Work task. Starting with the line that contains "const poly = rows" and stopping after the line that contains "function label(font, color, halo, rows, align", copy the entries below exactly. Include nothing else.

Collected data entries:
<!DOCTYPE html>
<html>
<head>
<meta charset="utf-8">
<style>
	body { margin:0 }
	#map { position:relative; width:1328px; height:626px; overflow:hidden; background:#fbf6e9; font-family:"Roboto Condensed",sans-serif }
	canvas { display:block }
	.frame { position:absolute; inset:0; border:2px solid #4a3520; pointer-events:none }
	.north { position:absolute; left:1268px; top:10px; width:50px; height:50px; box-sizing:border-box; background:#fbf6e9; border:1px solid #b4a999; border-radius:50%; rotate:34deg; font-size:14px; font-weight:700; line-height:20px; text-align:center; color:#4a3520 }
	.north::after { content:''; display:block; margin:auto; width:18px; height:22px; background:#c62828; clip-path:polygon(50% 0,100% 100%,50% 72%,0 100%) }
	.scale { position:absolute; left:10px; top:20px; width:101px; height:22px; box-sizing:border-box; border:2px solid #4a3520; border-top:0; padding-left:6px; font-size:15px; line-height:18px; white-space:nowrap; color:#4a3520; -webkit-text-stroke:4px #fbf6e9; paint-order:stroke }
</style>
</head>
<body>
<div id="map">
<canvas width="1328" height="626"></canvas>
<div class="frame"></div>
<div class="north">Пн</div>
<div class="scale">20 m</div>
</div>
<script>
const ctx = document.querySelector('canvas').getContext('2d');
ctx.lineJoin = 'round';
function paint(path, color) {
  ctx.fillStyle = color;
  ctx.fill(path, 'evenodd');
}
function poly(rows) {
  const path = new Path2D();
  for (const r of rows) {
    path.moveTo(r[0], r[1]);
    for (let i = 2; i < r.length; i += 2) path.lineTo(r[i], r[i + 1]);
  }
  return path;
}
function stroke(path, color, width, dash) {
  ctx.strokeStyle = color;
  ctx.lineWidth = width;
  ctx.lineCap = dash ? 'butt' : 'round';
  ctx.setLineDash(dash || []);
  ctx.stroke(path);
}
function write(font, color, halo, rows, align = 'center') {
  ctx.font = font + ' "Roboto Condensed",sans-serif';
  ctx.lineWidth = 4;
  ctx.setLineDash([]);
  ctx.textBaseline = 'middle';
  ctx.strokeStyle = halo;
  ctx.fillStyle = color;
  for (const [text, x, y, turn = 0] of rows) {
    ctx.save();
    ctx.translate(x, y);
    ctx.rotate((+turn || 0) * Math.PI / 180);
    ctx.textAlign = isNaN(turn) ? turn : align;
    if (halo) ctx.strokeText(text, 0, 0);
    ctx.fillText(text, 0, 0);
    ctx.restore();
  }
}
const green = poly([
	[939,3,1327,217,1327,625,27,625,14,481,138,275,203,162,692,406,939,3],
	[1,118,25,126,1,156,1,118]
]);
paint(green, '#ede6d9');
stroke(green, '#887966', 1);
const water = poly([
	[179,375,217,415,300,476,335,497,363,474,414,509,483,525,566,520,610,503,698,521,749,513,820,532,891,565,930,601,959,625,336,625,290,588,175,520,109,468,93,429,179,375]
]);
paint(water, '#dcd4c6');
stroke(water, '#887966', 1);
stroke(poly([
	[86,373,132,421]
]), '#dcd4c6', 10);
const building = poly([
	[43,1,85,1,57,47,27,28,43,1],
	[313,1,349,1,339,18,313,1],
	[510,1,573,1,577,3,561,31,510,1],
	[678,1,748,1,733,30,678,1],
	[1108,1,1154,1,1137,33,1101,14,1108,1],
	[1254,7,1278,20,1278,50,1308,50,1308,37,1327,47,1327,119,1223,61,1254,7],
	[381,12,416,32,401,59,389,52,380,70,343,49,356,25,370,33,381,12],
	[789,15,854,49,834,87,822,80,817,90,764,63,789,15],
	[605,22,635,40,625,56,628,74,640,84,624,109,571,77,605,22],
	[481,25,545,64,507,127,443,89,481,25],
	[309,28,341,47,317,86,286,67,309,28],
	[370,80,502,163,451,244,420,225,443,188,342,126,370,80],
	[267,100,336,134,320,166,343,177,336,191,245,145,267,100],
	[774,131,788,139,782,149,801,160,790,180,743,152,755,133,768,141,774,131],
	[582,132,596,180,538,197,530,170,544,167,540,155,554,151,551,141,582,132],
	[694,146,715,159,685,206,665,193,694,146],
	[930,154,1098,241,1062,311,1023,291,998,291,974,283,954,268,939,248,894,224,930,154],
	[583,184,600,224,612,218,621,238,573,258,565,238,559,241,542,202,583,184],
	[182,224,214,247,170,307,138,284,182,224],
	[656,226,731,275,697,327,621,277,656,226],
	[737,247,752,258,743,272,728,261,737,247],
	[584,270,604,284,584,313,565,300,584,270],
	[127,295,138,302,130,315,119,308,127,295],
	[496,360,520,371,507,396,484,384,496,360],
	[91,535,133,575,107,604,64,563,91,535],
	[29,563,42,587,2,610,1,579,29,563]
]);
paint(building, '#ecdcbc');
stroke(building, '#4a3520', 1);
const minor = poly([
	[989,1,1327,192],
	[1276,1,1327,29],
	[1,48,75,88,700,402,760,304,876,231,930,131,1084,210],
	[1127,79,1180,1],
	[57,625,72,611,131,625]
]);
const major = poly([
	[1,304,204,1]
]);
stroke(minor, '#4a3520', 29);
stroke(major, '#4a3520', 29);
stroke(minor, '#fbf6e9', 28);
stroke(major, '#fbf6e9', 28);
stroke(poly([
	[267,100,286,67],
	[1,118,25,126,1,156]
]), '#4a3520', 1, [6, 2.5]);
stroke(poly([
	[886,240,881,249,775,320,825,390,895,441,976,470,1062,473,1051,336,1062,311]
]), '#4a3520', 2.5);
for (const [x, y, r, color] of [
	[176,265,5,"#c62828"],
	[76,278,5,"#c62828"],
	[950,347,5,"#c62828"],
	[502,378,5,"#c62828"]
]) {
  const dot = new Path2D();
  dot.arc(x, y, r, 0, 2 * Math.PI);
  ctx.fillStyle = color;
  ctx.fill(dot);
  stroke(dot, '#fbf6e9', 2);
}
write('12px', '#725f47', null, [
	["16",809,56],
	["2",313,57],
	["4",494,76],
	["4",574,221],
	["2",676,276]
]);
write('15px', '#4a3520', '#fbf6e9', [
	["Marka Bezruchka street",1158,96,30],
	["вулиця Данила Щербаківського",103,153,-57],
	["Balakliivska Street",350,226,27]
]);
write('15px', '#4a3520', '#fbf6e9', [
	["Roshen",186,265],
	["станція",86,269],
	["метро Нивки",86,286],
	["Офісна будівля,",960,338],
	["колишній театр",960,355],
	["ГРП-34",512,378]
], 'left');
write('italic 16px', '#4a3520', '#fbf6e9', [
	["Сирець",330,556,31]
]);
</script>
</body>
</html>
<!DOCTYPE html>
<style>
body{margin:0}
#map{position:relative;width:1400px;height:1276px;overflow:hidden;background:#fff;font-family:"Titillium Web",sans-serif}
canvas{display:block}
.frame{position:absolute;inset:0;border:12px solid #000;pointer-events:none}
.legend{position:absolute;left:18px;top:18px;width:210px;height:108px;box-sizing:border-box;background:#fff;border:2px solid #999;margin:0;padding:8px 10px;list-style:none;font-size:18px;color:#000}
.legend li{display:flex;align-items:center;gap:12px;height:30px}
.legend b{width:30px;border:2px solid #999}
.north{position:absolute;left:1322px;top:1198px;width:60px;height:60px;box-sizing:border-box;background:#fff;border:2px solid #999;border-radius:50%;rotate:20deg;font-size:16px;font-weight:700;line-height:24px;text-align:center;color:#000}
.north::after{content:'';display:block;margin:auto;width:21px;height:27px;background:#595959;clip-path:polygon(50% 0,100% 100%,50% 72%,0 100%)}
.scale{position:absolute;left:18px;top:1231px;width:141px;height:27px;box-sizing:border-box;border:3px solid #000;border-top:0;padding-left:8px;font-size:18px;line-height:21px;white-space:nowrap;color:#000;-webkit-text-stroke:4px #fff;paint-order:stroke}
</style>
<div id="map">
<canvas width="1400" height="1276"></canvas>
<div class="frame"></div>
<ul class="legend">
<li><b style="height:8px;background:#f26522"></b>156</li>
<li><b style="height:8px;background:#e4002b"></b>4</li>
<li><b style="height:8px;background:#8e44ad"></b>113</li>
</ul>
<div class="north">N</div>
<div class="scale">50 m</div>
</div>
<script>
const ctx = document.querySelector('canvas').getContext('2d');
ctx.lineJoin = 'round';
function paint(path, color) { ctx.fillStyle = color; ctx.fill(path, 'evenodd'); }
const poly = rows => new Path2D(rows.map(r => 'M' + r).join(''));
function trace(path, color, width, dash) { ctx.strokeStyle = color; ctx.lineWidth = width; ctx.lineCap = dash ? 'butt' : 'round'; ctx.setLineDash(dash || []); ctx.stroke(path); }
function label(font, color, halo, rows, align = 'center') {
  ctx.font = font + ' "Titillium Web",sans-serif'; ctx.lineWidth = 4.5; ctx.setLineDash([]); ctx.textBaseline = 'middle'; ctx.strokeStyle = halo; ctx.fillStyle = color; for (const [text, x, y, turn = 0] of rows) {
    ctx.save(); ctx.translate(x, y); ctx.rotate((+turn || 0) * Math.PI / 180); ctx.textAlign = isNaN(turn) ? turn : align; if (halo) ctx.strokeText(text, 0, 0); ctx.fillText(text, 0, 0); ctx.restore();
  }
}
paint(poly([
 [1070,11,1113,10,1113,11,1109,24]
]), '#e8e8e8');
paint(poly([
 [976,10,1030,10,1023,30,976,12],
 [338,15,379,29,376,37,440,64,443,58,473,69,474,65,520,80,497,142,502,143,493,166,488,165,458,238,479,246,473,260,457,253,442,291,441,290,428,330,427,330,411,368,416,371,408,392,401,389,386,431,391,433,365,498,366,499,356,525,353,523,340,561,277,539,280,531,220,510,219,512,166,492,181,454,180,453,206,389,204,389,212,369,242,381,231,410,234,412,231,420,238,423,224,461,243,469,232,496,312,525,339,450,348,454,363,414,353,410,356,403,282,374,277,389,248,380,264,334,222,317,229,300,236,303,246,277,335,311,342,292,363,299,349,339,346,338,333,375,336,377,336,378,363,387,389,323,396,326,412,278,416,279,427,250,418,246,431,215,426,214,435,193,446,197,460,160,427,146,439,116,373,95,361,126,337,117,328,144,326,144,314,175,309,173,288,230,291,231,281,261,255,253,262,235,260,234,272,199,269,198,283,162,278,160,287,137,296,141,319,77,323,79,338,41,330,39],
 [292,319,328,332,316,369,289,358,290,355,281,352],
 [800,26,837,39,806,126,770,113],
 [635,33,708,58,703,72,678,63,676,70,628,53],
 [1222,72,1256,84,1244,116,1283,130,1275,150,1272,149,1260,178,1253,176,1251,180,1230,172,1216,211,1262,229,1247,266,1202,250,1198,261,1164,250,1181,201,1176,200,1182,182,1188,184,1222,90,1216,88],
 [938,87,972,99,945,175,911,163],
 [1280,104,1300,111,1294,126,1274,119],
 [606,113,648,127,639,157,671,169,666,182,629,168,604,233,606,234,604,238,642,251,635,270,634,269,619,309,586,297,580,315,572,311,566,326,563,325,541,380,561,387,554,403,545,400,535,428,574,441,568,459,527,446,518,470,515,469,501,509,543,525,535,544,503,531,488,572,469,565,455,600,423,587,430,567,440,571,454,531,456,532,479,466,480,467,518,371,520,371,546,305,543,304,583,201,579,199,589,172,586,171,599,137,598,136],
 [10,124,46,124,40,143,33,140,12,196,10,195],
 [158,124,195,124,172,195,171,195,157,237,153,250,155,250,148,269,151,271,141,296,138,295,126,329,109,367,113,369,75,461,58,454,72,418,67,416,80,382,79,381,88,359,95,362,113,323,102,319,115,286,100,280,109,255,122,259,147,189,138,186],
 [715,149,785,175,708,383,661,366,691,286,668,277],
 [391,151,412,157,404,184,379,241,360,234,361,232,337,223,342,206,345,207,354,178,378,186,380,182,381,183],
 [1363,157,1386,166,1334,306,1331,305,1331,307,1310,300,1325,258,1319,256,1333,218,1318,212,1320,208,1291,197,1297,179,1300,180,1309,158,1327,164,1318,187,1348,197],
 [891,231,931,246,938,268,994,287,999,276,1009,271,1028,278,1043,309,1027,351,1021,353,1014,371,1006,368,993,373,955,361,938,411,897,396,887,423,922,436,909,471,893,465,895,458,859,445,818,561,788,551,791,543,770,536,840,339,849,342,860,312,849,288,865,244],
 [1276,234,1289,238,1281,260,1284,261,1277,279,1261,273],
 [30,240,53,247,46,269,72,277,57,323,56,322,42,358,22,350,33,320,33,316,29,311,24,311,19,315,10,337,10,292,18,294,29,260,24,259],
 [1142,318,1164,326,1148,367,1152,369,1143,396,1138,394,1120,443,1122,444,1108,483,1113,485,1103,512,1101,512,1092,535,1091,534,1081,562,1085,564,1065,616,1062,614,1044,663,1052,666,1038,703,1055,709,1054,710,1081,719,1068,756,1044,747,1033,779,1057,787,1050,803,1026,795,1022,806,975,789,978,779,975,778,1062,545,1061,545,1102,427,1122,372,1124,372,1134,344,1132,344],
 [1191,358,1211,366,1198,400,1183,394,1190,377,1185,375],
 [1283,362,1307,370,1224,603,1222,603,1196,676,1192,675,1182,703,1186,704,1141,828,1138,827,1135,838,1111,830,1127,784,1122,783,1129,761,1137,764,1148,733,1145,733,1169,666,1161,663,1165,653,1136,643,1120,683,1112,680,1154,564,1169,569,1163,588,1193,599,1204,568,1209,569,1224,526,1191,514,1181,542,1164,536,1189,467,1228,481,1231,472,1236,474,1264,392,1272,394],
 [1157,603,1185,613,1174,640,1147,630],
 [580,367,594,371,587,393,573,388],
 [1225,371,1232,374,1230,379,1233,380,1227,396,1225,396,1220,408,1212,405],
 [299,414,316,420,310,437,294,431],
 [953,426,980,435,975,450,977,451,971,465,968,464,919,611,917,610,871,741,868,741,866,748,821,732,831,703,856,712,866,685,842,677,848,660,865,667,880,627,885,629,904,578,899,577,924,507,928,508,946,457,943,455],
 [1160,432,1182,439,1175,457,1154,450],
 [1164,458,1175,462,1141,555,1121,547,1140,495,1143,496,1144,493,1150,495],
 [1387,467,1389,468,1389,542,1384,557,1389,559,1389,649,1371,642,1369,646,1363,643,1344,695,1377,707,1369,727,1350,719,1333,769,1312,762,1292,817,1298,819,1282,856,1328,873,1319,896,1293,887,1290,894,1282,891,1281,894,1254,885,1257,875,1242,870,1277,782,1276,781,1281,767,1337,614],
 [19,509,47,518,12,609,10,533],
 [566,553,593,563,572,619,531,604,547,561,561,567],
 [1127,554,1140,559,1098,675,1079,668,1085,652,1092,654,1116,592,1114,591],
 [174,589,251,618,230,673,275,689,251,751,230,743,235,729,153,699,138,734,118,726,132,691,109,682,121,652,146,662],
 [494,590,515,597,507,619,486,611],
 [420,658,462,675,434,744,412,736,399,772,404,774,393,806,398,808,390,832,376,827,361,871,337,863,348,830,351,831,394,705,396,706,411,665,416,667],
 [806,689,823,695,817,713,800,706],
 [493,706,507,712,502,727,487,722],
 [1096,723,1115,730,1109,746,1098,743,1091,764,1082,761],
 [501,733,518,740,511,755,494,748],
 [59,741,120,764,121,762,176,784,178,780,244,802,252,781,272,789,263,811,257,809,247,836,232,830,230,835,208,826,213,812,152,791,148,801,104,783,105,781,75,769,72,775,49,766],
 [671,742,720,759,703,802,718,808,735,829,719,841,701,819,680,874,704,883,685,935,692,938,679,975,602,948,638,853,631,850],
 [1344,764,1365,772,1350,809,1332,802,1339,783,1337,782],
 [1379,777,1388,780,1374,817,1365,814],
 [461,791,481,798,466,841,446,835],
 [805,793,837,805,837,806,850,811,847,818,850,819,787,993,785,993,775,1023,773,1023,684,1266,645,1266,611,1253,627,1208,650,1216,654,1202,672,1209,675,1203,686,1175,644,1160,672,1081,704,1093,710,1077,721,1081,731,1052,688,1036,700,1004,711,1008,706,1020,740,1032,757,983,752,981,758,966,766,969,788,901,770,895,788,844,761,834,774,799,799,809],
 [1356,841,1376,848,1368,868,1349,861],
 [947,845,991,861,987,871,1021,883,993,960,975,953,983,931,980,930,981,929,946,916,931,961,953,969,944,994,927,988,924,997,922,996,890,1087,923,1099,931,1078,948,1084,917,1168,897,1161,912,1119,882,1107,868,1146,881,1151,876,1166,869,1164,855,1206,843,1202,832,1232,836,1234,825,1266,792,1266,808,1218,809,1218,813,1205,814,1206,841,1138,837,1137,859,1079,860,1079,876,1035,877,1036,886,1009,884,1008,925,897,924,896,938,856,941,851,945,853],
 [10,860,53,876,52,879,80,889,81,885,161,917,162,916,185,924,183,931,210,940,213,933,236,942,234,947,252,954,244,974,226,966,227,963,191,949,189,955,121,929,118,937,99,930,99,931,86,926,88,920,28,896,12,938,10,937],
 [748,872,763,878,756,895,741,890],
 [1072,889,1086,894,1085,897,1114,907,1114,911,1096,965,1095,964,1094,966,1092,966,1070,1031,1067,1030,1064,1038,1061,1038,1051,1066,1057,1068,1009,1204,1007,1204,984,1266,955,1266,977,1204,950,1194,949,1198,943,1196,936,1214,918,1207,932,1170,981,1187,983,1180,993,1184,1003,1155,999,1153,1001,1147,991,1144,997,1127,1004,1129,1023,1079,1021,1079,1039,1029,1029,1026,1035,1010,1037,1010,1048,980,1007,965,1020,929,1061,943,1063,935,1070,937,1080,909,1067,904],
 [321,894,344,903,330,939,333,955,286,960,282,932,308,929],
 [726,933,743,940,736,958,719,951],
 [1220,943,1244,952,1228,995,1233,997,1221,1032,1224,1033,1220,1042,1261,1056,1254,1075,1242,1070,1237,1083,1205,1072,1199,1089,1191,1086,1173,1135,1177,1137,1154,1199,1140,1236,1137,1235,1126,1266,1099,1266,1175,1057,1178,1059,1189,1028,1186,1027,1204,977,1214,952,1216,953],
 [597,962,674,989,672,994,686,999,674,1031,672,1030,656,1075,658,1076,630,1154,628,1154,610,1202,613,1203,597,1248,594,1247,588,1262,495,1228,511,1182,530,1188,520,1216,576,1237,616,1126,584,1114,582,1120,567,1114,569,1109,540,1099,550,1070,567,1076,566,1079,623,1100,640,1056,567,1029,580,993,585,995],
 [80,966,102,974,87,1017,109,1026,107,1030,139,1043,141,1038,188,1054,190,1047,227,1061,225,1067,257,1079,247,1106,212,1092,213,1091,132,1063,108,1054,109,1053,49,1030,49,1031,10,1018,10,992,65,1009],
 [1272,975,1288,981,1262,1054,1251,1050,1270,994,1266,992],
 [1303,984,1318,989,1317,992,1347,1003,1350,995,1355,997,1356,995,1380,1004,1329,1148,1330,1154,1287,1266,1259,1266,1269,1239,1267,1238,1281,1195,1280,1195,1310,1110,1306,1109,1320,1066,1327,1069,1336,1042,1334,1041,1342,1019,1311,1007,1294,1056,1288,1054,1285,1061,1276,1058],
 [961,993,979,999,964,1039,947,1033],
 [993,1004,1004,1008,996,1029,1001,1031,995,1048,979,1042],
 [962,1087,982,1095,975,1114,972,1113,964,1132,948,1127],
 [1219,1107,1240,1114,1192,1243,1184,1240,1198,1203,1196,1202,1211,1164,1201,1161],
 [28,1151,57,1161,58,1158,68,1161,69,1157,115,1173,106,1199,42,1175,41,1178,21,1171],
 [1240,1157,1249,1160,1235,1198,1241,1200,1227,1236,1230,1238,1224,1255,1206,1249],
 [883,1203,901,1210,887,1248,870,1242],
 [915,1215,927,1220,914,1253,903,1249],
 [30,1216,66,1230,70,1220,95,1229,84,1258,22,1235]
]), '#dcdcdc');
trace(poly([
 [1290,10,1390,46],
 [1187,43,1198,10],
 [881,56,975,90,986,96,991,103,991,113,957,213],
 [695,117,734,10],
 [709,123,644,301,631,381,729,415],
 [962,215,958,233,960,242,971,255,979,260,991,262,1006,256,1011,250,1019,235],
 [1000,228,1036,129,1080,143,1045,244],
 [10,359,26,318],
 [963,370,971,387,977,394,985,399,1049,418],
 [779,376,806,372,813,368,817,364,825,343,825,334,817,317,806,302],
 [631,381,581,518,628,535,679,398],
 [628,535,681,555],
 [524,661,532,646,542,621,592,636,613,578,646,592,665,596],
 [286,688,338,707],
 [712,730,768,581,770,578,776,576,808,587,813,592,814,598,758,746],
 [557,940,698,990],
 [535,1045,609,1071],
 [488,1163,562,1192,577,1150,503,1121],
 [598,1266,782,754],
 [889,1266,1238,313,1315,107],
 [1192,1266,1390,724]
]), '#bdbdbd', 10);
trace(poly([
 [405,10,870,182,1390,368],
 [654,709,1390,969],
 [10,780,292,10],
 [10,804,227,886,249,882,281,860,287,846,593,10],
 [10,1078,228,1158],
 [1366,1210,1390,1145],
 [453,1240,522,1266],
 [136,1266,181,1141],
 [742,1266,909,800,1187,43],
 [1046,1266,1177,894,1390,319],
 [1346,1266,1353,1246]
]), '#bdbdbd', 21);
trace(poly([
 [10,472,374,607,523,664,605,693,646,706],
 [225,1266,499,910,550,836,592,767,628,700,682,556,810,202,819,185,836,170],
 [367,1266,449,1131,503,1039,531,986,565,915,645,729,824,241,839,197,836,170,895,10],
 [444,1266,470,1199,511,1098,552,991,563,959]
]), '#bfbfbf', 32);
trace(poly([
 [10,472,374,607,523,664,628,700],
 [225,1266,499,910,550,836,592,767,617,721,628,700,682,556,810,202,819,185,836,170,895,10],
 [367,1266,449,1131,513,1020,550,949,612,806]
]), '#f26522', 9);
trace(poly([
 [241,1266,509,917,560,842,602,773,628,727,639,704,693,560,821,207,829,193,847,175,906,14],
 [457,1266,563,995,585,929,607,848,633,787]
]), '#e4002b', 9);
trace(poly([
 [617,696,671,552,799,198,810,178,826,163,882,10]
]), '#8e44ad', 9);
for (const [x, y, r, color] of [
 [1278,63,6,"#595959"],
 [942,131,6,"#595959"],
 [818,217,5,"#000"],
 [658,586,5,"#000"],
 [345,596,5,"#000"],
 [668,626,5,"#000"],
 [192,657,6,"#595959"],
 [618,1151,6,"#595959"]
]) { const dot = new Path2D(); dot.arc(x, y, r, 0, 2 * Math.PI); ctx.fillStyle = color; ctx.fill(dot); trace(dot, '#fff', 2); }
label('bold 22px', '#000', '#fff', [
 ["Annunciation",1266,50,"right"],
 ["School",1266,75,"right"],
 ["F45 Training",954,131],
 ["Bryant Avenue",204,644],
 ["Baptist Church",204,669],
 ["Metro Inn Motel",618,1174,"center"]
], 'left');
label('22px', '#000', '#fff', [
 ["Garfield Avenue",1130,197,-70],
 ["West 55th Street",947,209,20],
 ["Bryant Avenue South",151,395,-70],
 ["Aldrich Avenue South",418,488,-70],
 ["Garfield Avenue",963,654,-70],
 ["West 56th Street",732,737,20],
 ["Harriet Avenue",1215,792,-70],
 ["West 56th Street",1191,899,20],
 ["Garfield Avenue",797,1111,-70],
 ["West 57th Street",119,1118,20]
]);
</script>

Answer to this exercise.
const poly = rows => new Path2D(rows.map(r => 'M' + r).join(''));
function trace(path, color, width, dash) { ctx.strokeStyle = color; ctx.lineWidth = width; ctx.lineCap = dash ? 'butt' : 'round'; ctx.setLineDash(dash || []); ctx.stroke(path); }
function label(font, color, halo, rows, align = 'center') {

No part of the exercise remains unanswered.